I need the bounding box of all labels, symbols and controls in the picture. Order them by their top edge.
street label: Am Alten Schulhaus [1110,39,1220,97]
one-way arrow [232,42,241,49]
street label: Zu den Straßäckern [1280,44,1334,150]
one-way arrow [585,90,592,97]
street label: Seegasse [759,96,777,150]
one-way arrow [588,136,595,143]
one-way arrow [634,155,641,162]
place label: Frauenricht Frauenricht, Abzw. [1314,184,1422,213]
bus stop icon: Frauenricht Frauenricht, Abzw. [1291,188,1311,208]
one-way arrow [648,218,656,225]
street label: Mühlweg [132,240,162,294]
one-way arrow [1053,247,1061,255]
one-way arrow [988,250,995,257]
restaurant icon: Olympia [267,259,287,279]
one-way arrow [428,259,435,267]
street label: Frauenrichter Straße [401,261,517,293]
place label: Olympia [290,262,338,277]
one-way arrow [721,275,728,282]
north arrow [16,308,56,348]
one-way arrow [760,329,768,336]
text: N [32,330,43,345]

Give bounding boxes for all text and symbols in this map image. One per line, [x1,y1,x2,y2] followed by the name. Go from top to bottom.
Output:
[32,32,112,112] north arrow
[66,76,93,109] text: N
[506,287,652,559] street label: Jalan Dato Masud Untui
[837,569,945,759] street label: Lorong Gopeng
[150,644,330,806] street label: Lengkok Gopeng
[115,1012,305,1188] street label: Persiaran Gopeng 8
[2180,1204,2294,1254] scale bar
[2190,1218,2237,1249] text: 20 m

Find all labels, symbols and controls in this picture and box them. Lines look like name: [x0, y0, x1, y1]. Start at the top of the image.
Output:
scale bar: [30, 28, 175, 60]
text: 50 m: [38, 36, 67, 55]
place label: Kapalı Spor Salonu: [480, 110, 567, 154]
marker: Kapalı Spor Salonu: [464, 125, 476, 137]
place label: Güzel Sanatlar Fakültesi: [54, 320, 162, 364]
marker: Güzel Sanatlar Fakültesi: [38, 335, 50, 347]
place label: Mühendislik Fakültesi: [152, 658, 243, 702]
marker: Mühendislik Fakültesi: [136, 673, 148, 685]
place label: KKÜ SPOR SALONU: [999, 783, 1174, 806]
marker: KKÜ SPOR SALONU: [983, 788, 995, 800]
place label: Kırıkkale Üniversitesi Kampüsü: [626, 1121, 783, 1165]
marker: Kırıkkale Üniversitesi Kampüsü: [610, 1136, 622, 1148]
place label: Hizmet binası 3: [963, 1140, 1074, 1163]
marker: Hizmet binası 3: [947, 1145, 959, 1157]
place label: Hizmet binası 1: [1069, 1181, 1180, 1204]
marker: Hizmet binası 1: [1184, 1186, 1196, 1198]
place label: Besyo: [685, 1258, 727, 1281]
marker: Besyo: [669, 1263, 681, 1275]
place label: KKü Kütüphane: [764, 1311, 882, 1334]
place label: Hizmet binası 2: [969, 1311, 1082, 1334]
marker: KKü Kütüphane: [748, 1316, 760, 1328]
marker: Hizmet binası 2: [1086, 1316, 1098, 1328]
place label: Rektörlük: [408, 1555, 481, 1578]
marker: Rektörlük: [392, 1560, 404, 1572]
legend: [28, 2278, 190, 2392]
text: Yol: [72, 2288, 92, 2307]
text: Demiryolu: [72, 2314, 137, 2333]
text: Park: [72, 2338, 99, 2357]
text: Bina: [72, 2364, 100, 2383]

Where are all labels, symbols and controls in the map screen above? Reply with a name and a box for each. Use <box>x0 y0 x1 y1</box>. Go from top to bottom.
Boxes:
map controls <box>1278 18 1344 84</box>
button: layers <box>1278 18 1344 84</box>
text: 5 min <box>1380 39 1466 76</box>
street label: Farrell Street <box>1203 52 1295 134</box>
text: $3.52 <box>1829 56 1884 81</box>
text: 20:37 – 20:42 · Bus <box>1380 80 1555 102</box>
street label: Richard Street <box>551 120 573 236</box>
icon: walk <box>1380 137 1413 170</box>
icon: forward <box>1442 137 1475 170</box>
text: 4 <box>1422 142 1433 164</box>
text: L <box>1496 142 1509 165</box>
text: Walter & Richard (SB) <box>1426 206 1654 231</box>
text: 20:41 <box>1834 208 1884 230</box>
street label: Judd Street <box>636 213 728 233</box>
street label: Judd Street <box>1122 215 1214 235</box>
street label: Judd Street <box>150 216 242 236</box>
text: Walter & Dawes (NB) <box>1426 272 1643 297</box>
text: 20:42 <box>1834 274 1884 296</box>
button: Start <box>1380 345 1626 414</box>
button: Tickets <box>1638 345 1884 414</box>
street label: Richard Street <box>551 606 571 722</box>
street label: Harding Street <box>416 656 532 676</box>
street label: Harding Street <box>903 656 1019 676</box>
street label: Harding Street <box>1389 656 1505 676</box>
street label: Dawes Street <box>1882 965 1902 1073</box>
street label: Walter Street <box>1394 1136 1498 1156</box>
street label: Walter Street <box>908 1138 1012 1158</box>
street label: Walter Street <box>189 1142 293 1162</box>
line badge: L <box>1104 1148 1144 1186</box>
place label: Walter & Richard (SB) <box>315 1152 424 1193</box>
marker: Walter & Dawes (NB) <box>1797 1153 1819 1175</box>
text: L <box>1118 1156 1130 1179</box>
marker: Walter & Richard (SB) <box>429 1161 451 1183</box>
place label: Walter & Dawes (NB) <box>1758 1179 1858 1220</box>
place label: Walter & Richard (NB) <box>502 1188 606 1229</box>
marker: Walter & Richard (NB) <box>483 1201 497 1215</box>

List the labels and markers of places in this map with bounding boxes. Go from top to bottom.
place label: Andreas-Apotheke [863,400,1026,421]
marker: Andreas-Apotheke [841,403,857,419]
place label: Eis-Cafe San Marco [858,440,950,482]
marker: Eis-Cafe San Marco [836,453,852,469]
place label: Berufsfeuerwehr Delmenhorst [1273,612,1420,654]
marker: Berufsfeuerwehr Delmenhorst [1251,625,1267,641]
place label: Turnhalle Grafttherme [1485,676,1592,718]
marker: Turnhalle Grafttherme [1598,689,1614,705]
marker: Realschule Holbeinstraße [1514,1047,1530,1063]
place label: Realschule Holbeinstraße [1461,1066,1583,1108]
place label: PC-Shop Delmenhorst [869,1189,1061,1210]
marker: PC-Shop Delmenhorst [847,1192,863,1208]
####
PROBLEM TO WORK ON:
If a line of the data above holds the string "Cafe", count it, then state only the total.

RESPONSE AREA:
2